Start of Entries supplied

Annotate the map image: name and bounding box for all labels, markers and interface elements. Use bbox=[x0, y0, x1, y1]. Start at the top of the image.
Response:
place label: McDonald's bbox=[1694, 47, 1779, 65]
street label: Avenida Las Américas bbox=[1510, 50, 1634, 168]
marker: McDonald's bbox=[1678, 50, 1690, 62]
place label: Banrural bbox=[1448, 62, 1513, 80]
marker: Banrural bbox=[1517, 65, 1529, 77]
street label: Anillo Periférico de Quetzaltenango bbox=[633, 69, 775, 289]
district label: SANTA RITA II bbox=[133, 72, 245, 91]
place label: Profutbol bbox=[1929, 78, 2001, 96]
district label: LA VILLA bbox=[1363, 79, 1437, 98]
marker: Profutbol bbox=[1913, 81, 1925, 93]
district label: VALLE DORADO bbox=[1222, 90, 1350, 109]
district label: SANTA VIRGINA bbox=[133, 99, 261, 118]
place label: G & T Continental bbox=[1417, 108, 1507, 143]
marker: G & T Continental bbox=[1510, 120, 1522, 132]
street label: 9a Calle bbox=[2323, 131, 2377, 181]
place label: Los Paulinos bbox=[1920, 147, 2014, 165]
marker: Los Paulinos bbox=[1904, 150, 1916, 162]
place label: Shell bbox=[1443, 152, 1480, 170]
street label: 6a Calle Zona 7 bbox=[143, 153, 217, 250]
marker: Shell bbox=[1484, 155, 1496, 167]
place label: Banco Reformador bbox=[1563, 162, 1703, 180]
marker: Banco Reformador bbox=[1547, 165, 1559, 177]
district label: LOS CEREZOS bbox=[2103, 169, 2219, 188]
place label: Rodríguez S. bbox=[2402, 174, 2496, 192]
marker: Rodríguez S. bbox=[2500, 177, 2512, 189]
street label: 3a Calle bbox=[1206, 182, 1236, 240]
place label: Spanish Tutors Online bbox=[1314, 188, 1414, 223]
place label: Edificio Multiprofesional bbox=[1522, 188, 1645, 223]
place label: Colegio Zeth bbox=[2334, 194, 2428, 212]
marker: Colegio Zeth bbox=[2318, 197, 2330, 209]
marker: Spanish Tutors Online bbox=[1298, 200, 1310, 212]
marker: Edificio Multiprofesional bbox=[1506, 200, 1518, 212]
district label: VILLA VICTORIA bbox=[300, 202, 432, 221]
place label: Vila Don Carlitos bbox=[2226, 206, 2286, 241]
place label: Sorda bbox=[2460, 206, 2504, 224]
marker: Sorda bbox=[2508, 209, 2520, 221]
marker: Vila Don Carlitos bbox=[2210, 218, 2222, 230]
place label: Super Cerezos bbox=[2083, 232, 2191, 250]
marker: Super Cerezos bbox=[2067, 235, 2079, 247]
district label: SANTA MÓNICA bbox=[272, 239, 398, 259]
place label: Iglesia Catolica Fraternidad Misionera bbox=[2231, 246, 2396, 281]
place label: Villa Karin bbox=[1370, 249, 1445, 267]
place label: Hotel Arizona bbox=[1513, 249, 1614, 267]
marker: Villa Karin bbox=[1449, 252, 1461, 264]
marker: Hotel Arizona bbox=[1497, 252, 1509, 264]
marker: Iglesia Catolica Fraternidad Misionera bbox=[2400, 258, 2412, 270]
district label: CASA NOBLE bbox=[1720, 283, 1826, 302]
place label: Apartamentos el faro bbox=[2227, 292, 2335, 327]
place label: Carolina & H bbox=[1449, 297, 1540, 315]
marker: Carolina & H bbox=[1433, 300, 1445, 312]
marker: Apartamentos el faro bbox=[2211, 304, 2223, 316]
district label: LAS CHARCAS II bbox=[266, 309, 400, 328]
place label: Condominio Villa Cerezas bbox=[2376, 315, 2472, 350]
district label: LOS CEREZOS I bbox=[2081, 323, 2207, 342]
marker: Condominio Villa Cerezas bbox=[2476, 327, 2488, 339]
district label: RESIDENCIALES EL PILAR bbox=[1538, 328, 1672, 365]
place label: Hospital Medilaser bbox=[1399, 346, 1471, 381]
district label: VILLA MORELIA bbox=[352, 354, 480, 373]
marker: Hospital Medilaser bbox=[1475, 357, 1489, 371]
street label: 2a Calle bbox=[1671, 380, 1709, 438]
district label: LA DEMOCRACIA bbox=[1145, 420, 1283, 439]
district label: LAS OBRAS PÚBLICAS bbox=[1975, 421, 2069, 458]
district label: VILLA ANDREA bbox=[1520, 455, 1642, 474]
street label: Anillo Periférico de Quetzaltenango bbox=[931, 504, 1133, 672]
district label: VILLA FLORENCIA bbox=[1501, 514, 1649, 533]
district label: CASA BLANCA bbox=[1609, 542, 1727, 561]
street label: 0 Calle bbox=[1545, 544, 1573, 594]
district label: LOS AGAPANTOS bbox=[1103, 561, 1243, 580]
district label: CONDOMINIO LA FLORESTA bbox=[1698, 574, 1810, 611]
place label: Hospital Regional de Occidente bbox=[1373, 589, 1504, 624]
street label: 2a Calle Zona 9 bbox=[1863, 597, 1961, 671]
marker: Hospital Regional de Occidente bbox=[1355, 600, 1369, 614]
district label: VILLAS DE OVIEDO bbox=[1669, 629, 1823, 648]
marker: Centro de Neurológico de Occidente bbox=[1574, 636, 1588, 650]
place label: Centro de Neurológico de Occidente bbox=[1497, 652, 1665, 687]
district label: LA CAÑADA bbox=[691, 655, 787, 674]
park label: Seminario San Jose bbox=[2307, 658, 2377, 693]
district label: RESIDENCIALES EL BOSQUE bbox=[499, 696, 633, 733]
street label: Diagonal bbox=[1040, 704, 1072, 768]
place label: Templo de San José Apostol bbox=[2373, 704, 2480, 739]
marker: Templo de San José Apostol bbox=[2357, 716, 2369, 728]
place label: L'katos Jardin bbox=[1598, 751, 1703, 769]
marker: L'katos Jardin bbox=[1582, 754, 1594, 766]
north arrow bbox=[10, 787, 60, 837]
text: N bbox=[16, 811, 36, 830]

End of Entries supplied

What you need to do -> Find the word "Cerezas" in the records, and report each line that has it.

Response area ->
place label: Condominio Villa Cerezas bbox=[2376, 315, 2472, 350]
marker: Condominio Villa Cerezas bbox=[2476, 327, 2488, 339]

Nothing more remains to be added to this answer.